My naive interpretation - The canonical Apache Arrow implementation is written i...

ritchie46 · on March 14, 2021

Hi Author here,

Polars is not an alternative to PyArrow. Polars merely uses arrow as its in-memory representation of data. Similar to how pandas uses numpy.

Arrow provides the efficient data structures and some compute kernels, like a SUM, a FILTER, a MAX etc. Arrow is not a query engine. Polars is a DataFrame library on top of arrow that has implemented efficient algorithms for JOINS, GROUPBY, PIVOTs, MELTs, QUERY OPTIMIZATION, etc. (the things you expect from a DF lib).

Polars could be best described as an in-memory DataFrame library with a query optimizer.

Because it uses Rust Arrow, it can easily swap pointers around to pyarrow and get zero-copy data interop.

DataFusion is another query engine on top of arrow. They both use arrow as lower level memory layout, but both have a different implementation of their query engine and their API. I would say that DataFusion is more focused on a Query Engine and Polars is more focused an a DataFrame lib, but this is subjective.

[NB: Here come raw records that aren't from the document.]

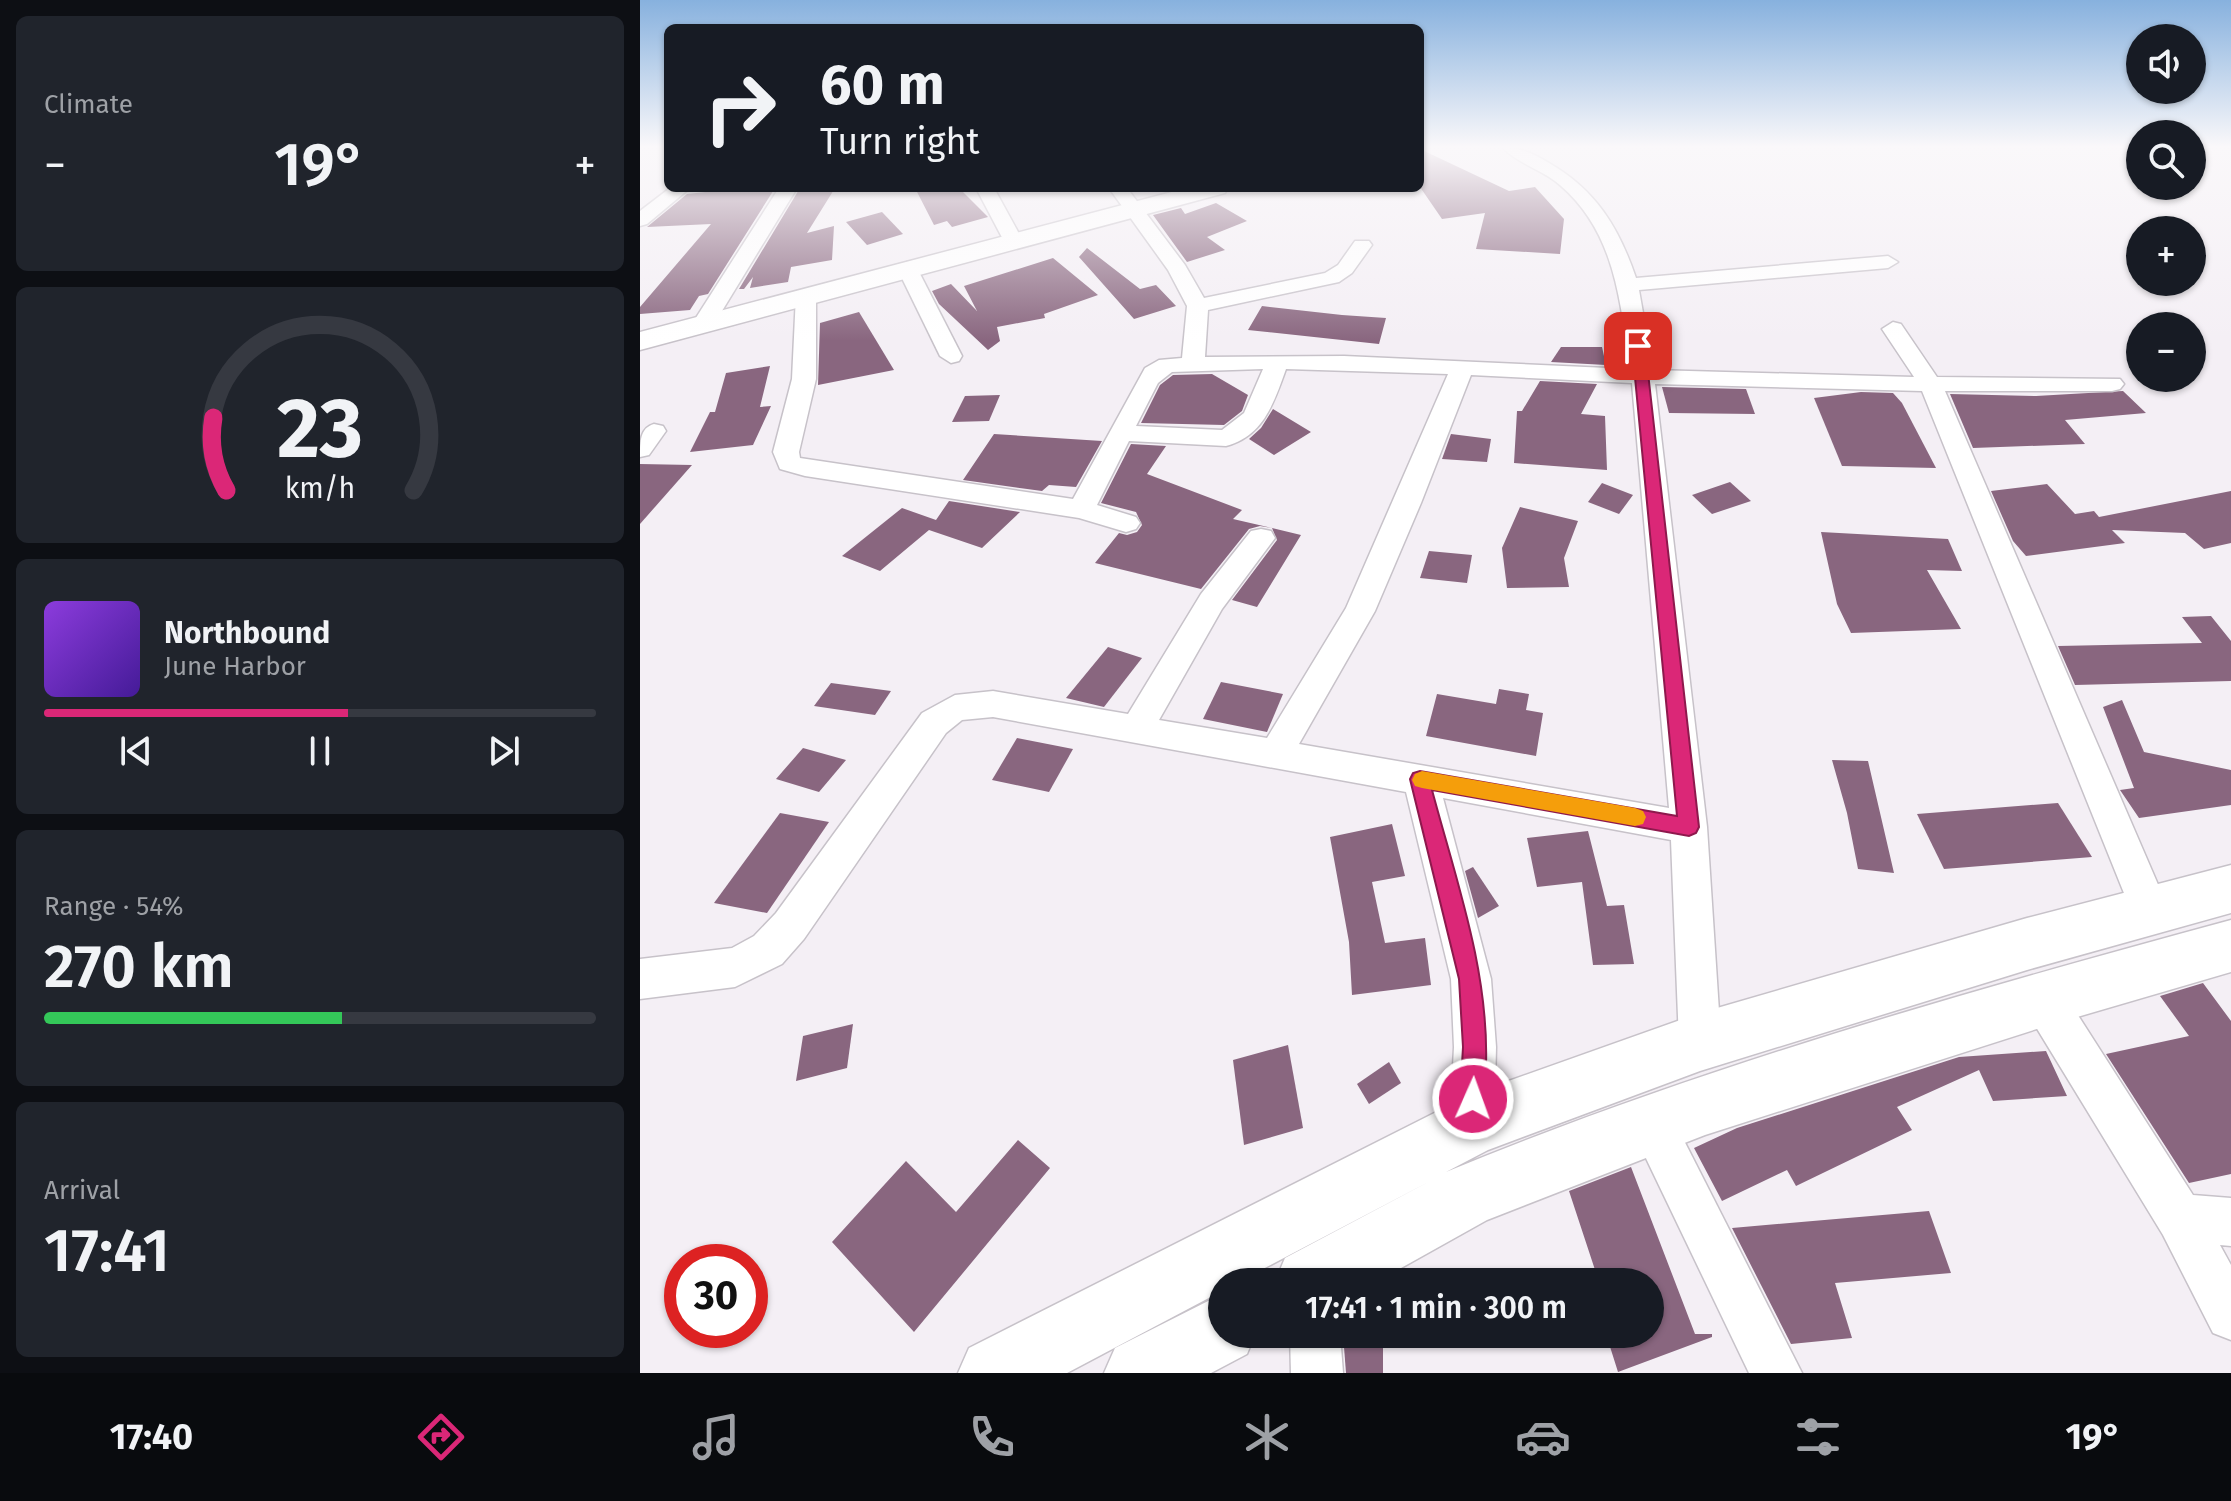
<!DOCTYPE html>
<html lang="en">
<head>
<meta charset="utf-8">
<style>
  body { margin:0; font-family:"Fira Sans",sans-serif; background:#20242c; color:#f1f3f6; height:100vh; display:flex; flex-direction:column; font-size:30px; white-space:nowrap }
  * { box-sizing:border-box; margin:0 }
  p { font-size:26px; color:#9ea1a6 }
  .icon { flex:none; width:44px; height:44px; fill:none; stroke:currentColor; stroke-width:2; stroke-linecap:round; stroke-linejoin:round }
  .map { position:relative; flex:1; overflow:hidden }
  .side { display:flex; flex-direction:column; gap:16px; padding:16px; background:#0d0f14; width:640px }
  .side>* { flex:none }
  .banner { position:absolute; left:24px; top:24px; width:760px; height:168px; border-radius:12px; box-shadow:0 2px 6px #0004; background:#171b24; color:#f1f3f6; overflow:hidden }
  .fabs { position:absolute; left:1486px; top:24px; display:grid; gap:16px }
  .fabs a { display:grid; place-items:center; width:80px; height:80px; border-radius:50%; background:#171b24; box-shadow:0 2px 6px #0004; font-size:40px }
  .speed { position:absolute; left:24px; top:1244px; display:flex; gap:16px; font-size:40px; font-weight:700; text-align:center }
  .speed>* { display:grid; place-content:center; width:104px; height:104px; border-radius:50%; background:#171b24; box-shadow:0 2px 6px #0004; line-height:1 }
  .speed .limit { border:12px solid #d22; background:#fff; color:#111 }
  .pin { position:absolute; display:grid; place-items:center; width:68px; height:68px; color:#fff; margin:-34px; border-radius:16px; box-shadow:0 4px 12px #0006 }
  .me { position:absolute; width:88px; margin:-44px; rotate:2deg; stroke-linejoin:round; filter:drop-shadow(0 0 6px #0008) }
  .turn { display:flex; align-items:center; gap:28px; height:168px; padding:0 24px; font-size:36px }
  .turn .icon { width:104px; height:104px; stroke-width:2.5 }
  .turn b { display:block; font-size:56px; line-height:68px }
  .big { font-size:60px; font-weight:600; line-height:1.1 }
  .side .tile { flex:1; display:flex; flex-direction:column; justify-content:center; gap:12px; min-width:0; padding:0 28px; border-radius:12px; background:#20242c }
  .side .dial { align-items:center; gap:0 }
  .dial svg { height:208px; overflow:visible; fill:none; stroke:#363941; stroke-width:7; stroke-linecap:round; text-anchor:middle }
  .dial text { fill:#f1f3f6; stroke:none }
  .song { display:flex; align-items:center; gap:24px }
  .cover { width:96px; height:96px; border-radius:12px; background:linear-gradient(135deg,hsl(270 70% 55%),hsl(260 70% 35%)) }
  .played { height:8px; border-radius:4px; background:linear-gradient(90deg,#db2777 55%,#363941 55%) }
  .keys { display:flex; justify-content:space-around; direction:ltr }
  .heat { display:flex; justify-content:space-between; align-items:center; font-size:44px; direction:ltr }
  .charge { height:12px; border-radius:6px; background:linear-gradient(90deg,#34c759 54%,#363941 0) }
  .trip { position:absolute; left:568px; top:1268px; width:456px; height:80px; border-radius:40px; background:#171b24; box-shadow:0 2px 6px #0004; font-weight:600; line-height:80px; text-align:center }
  .dock { display:flex; height:128px; justify-content:space-around; align-items:center; background:#090b0e; color:#9ea1a6 }
  .dock .icon { width:56px; height:56px }
  .dock .on { color:#db2777 }
  .dock b { font-size:36px; color:#f1f3f6 }
  main { display:flex; flex:1; min-height:0 }
  .map>svg:first-child { display:block }
</style>
</head>
<body>
<main>
<section class="side">
<div class="tile"><p>Climate</p>
<div class="heat"><a>−</a><b class="big">19°</b><a>+</a></div>
</div>
<div class="tile dial"><svg viewBox="0 0 100 80">
<path d="M14 69A42 42 0 1 1 86 69"/>
<path d="M14 69A42 42 0 0 1 9 41" stroke="#db2777"/>
<text x="50" y="56" font-size="32" font-weight="700">23</text>
<text x="50" y="72" font-size="11">km/h</text>
</svg></div>
<div class="tile">
<div class="song"><i class="cover"></i><div><b>Northbound</b><p>June Harbor</p></div></div>
<div class="played"></div>
<div class="keys"><svg class="icon" aria-label="previous" viewBox="0 0 24 24"><path d="M18 5L8 12l10 7zM5 5v14"/></svg><svg class="icon" aria-label="pause" viewBox="0 0 24 24"><path d="M8 5v14M16 5v14"/></svg><svg class="icon" aria-label="next" viewBox="0 0 24 24"><path d="M6 5l10 7-10 7zM19 5v14"/></svg></div>
</div>
<div class="tile"><p>Range · 54%</p><b class="big">270 km</b><div class="charge"></div></div>
<div class="tile"><p>Arrival</p><b class="big">17:41</b></div>
</section>
<div class="map">
<svg width="1591" height="1373" viewBox="0 0 1591 1373">
  <rect width="100%" height="100%" fill="#f4eff5"/>
  <g fill="#89667f">
    <polygon points="780,149 869,191 895,187 924,219 920,254 836,249 845,213 802,219 780,187"/>
    <polygon points="102,188 135,188 68,294 59,296 50,310 0,314 0,307 71,224 7,227 47,194"/>
    <polygon points="160,188 195,188 167,233 194,226 192,260 151,267 148,282 110,288 113,277 104,289 99,289"/>
    <polygon points="275,188 319,188 348,217 312,227 307,221 294,225"/>
    <polygon points="576,203 607,221 567,237 585,250 547,262 513,215 541,208 545,214"/>
    <polygon points="242,212 263,234 227,245 206,222"/>
    <polygon points="447,248 500,289 516,285 536,306 494,319 439,257"/>
    <polygon points="413,258 458,295 404,314 405,318 357,327 360,341 348,350 299,304 292,291 311,284 337,311 324,286"/>
    <polygon points="622,306 702,315 746,318 739,344 608,330"/>
    <polygon points="219,312 254,370 178,385 180,323"/>
    <polygon points="921,347 962,347 966,365 911,362"/>
    <polygon points="130,366 120,407 131,406 113,445 50,452 70,412 75,412 86,373"/>
    <polygon points="572,374 608,395 602,411 584,425 501,423 520,385 533,375"/>
    <polygon points="900,381 957,384 941,414 965,416 967,470 874,463 877,411 882,411"/>
    <polygon points="1022,387 1106,389 1115,414 1029,413"/>
    <polygon points="1483,391 1506,413 1425,420 1445,444 1333,448 1310,394 1396,396"/>
    <polygon points="1221,392 1253,393 1262,403 1296,468 1202,466 1174,398"/>
    <polygon points="360,395 349,421 312,422 325,396"/>
    <polygon points="633,409 671,432 634,455 609,439 621,428"/>
    <polygon points="354,434 462,441 436,487 409,485 402,491 323,480"/>
    <polygon points="811,434 851,439 847,462 802,459"/>
    <polygon points="491,444 526,446 507,474 602,510 593,519 632,528 620,526 609,529 561,589 455,563 479,533 487,535 497,532 502,525 496,512 461,503"/>
    <polygon points="0,464 52,465 0,524"/>
    <polygon points="1090,482 1111,501 1072,514 1052,495"/>
    <polygon points="962,483 993,495 979,514 948,502"/>
    <polygon points="1407,484 1435,514 1454,511 1459,517 1591,491 1591,543 1564,549 1545,533 1472,530 1485,543 1386,556 1373,541 1351,491"/>
    <polygon points="309,501 380,512 342,548 289,530 240,571 202,556 262,508 296,520"/>
    <polygon points="880,507 938,521 924,558 929,587 867,588 862,548"/>
    <polygon points="632,528 661,535 617,607 592,600 637,540"/>
    <polygon points="1181,532 1308,539 1322,571 1287,570 1321,629 1211,633 1197,604"/>
    <polygon points="789,551 832,555 827,583 780,578"/>
    <polygon points="1571,616 1591,641 1591,681 1435,685 1418,646 1562,643 1542,617"/>
    <polygon points="468,647 502,658 464,707 426,698"/>
    <polygon points="581,682 643,694 627,732 563,719"/>
    <polygon points="191,683 251,691 235,715 174,706"/>
    <polygon points="859,689 889,694 886,710 903,713 896,756 786,736 797,694 856,704"/>
    <polygon points="1482,700 1504,752 1591,770 1591,805 1499,818 1480,790 1494,788 1463,707"/>
    <polygon points="377,738 433,749 409,792 352,780"/>
    <polygon points="163,748 206,760 179,792 136,779"/>
    <polygon points="1192,760 1228,761 1254,873 1218,869 1207,813"/>
    <polygon points="1418,803 1452,857 1304,869 1277,814"/>
    <polygon points="140,813 189,822 127,913 74,903"/>
    <polygon points="752,824 765,876 732,882 745,943 785,938 791,985 712,995 709,942 690,837"/>
    <polygon points="948,831 967,906 984,905 994,964 953,965 942,882 897,887 887,838"/>
    <polygon points="833,867 859,906 838,918 825,871"/>
    <polygon points="1563,983 1591,1021 1591,1174 1549,1183 1466,1054 1549,1036 1520,996"/>
    <polygon points="213,1024 207,1068 156,1081 163,1036"/>
    <polygon points="648,1045 663,1128 604,1145 593,1060"/>
    <polygon points="1406,1051 1427,1096 1353,1101 1339,1070 1257,1107 1272,1130 1156,1186 1147,1170 1082,1201 1054,1148 1097,1128 1319,1057"/>
    <polygon points="749,1062 761,1083 729,1104 717,1084"/>
    <polygon points="378,1140 410,1168 274,1332 192,1242 266,1161 316,1212"/>
    <polygon points="991,1167 1055,1334 1072,1334 1072,1337 978,1372 966,1334 1010,1334 1010,1282 959,1282 929,1191"/>
    <polygon points="1289,1211 1311,1273 1195,1283 1212,1338 1151,1344 1092,1228"/>
    <polygon points="703,1334 743,1334 743,1373 706,1373"/>
  </g>
  <g fill="none" stroke-linecap="round" stroke-linejoin="round">
    <g stroke="#c7c2c9" stroke-width="3">
      <g id="street">
        <path d="M863,148C882,148 892,153 909,163C956,190 979,228 996,278L1248,256L1258,262L1248,268L999,290L1013,370L1274,377L1242,329L1253,322L1261,324L1297,377L1480,379L1484,384L1480,389L1472,391H1305L1529,910L1524,923L1510,928L1496,923L1282,391L1015,384L1067,827L1081,1042L1075,1057L1060,1063L1045,1057L1039,1042L1031,840L803,798L851,979L856,1047L854,1125L848,1141L832,1147L816,1141L810,1125L814,1047L811,979L766,792L353,717L322,720L306,733L164,939L142,964L95,987L0,999V959L92,948L114,936L136,913L282,713L315,695L353,691L488,714L561,594L611,531L621,529L631,531L635,538L582,609L519,720L627,738L706,608L808,374L646,369C634,402 624,436 586,446L489,441L457,505L496,517L500,523L496,529L486,532L439,518L165,476L140,469L133,452L152,379L156,295L159,291H173L176,295V379L159,452L160,458L433,499L505,368L519,360L542,358L547,306L528,270L469,188H487L545,265L564,298L685,273L698,265L715,241H729L732,245L712,273L699,282L568,310L565,357L704,356L990,369C980,300 975,232 920,185C903,170 878,164 863,148ZM623,369L604,413L582,430L496,426L518,383L532,372ZM831,375L992,383L1029,808L659,744L735,611L781,503Z"/>
        <polygon points="30,188 50,188 7,224 0,226 0,211"/>
        <polygon points="139,188 157,188 71,329 55,329 52,324"/>
        <polygon points="336,188 354,188 383,241 380,245 366,245"/>
        <polygon points="267,262 277,268 322,356 319,361 311,363 300,356 257,268"/>
        <path d="M14,424L23,426L26,431L9,455L0,457C0,441 0,428 14,424Z"/>
        <polygon points="1403,978 1418,984 1553,1195 1591,1198 1591,1246 1580,1245 1591,1265 1591,1340 1573,1333 1523,1235 1388,1014 1382,999 1388,984"/>
        <polygon points="1013,1105 1029,1111 1162,1373 1109,1373 991,1127 997,1111"/>
        <polygon points="650,1334 700,1334 703,1373 651,1373"/>
      </g>
    </g>
    <g stroke="#c7c2c9" stroke-width="3">
      <g id="secondary">
        <polygon points="547,188 588,188 585,193 0,350 0,332"/>
        <path d="M1591,865V913L1387,970L1060,1071L848,1150L806,1172C1060,1067 1326,992 1591,920V972L1403,1027L1065,1135L847,1220L736,1282H635L645,1258L794,1179L598,1282H582V1291L427,1373H318L329,1348L832,1094L1060,1013L1387,918Z"/>
        <polygon points="582,1294 582,1334 615,1334 607,1354 571,1373 464,1373 475,1348"/>
      </g>
    </g>
    <use href="#street" fill="#fff" fill-rule="evenodd"/>
    <use href="#secondary" fill="#fff" fill-rule="evenodd"/>
  </g>
  <linearGradient id="sky" x2="0" y2="1"><stop stop-color="#87b1de"/><stop offset="0.43" stop-color="#faf8fa"/><stop offset="1" stop-color="#faf8fa" stop-opacity="0"/></linearGradient>
  <rect width="1591" height="341" fill="url(#sky)"/>
  <path fill="#db2777" stroke="#8e194d" stroke-width="2" d="M998,342L1005,346L1059,827L1056,833L1049,836L792,790C816,880 849,971 846,1065C846,1080 847,1094 842,1108L833,1111L824,1108L820,1099L823,1047L819,979L770,779L773,773L780,771L1037,816L992,346Z"/>
  <polygon fill="#f59e0b" points="782,771 995,808 1003,811 1006,817 1003,824 995,826 782,788 775,786 772,780 775,774"/>
</svg>
<div class="fabs">
<a><svg class="icon" aria-label="sound" viewBox="0 0 24 24"><path d="M4 9h4l5-4v14l-5-4H4zM17 9q2 3 0 6"/></svg></a>
<a><svg class="icon" aria-label="search" viewBox="0 0 24 24"><circle cx="10" cy="10" r="6"/><path d="M15 15l6 6"/></svg></a>
<a>+</a>
<a>−</a>
</div>
<div class="speed"><div class="limit">30</div></div>
<div class="pin" style="left:998px;top:346px;background:#d93025"><svg class="icon" aria-label="arrive" viewBox="0 0 24 24"><path d="M6 21V4h12l-3 4 3 4H6"/></svg></div>
<svg class="me" style="left:833px;top:1099px" viewBox="-20 -20 40 40"><circle r="17" fill="#db2777" stroke="#fff" stroke-width="3"/><path d="M0-11L8 9 0 5-8 9z" fill="#fff"/></svg>
<div class="trip">17:41 · 1 min · 300 m</div>
<div class="banner">
<div class="turn"><svg class="icon" aria-label="right" viewBox="0 0 24 24"><path d="M7 20v-9h11M14 6l5 5-5 5"/></svg><div><b>60 m</b>Turn right</div></div>
</div>
</div>
</main>
<nav class="dock">
<b>17:40</b>
<svg class="icon on" aria-label="directions" viewBox="0 0 24 24"><path d="M12 3l9 9-9 9-9-9zM9 14v-3h6M13 9l2 2-2 2"/></svg>
<svg class="icon" aria-label="music" viewBox="0 0 24 24"><path d="M9 18V5l10-2v13"/><circle cx="6" cy="18" r="3"/><circle cx="16" cy="16" r="3"/></svg>
<svg class="icon" aria-label="phone" viewBox="0 0 24 24"><path d="M5 4h4l2 5-3 2q2 4 5 5l2-3 5 2v4C11 20 4 13 5 4z"/></svg>
<svg class="icon" aria-label="climate" viewBox="0 0 24 24"><path d="M12 3v18M4 7l16 10M4 17L20 7"/></svg>
<svg class="icon" aria-label="car" viewBox="0 0 24 24"><path d="M5 17H2v-5l4-1 3-4h7l3 4 3 1v5h-3M9 17h6M6 11h13"/><circle cx="7" cy="17" r="2"/><circle cx="17" cy="17" r="2"/></svg>
<svg class="icon" aria-label="filters" viewBox="0 0 24 24"><path d="M4 7h16M4 17h16"/><circle cx="9" cy="7" r="2"/><circle cx="15" cy="17" r="2"/></svg>
<b>19°</b>
</nav>
</body>
</html>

Maybe its like comparing Rust Tokio vs Rust async-std. Just different implementations striving the same goal. (Only Polars and DataFusion can easily be mixed as they use the same memory structures).

sradman · on March 14, 2021

Pandas supports JOIN and GROUP BY operators so you are saying that there is a gap between Apache Arrow and other mature dataframe libraries? If there is a gap, is there no plan to fix it in the standard Arrow API?

I understand the case for a SQL-like DSL and an optimizer for distributed queries (in-memory column stores, not so much). I'm trying to understand the value add of Polars. I don't mean to come across as critical; perhaps DataFusion is a poor implementation and you are being too polite to say so.

I also think that there is a C++/Arrow vs Rust/Arrow decision that has to be made. I associate PyArrow with the C++/Arrow library. Is Polars' Eager API a superset of the PyArrow API with the addition of JOIN/GROUPBY/other operators?

ritchie46 · on March 14, 2021

There is definitely a gap, and I don't think that Arrow tries to fill that. But I don't think that its wrong to have multiple implementations doing the same thing right? We have PostgresQL vs MySQL, both seem valid choices to me.

A SQL like query engine has its place. An in memory DataFrame also has its place. I think the wide-spread use of pandas proves that. I only think we can do that more efficient.

With regard to C++ vs Rust arrow. The memory underneath is the same, so having an implementation in both languages only helps more widespread adoption IMO.

lordgroff · on March 14, 2021

Thank you for your work! I've decided to kick the tires after reading your Python book, I think you understimate the clarity of the API you have exposed which, honestly, looks a fair bit more sane than the tangled web that pandas is.

ritchie46 · on March 14, 2021

Thanks, I feel so too. There is still a hope work to do. I hope that I can also bridge the gap regarding utility and documentation.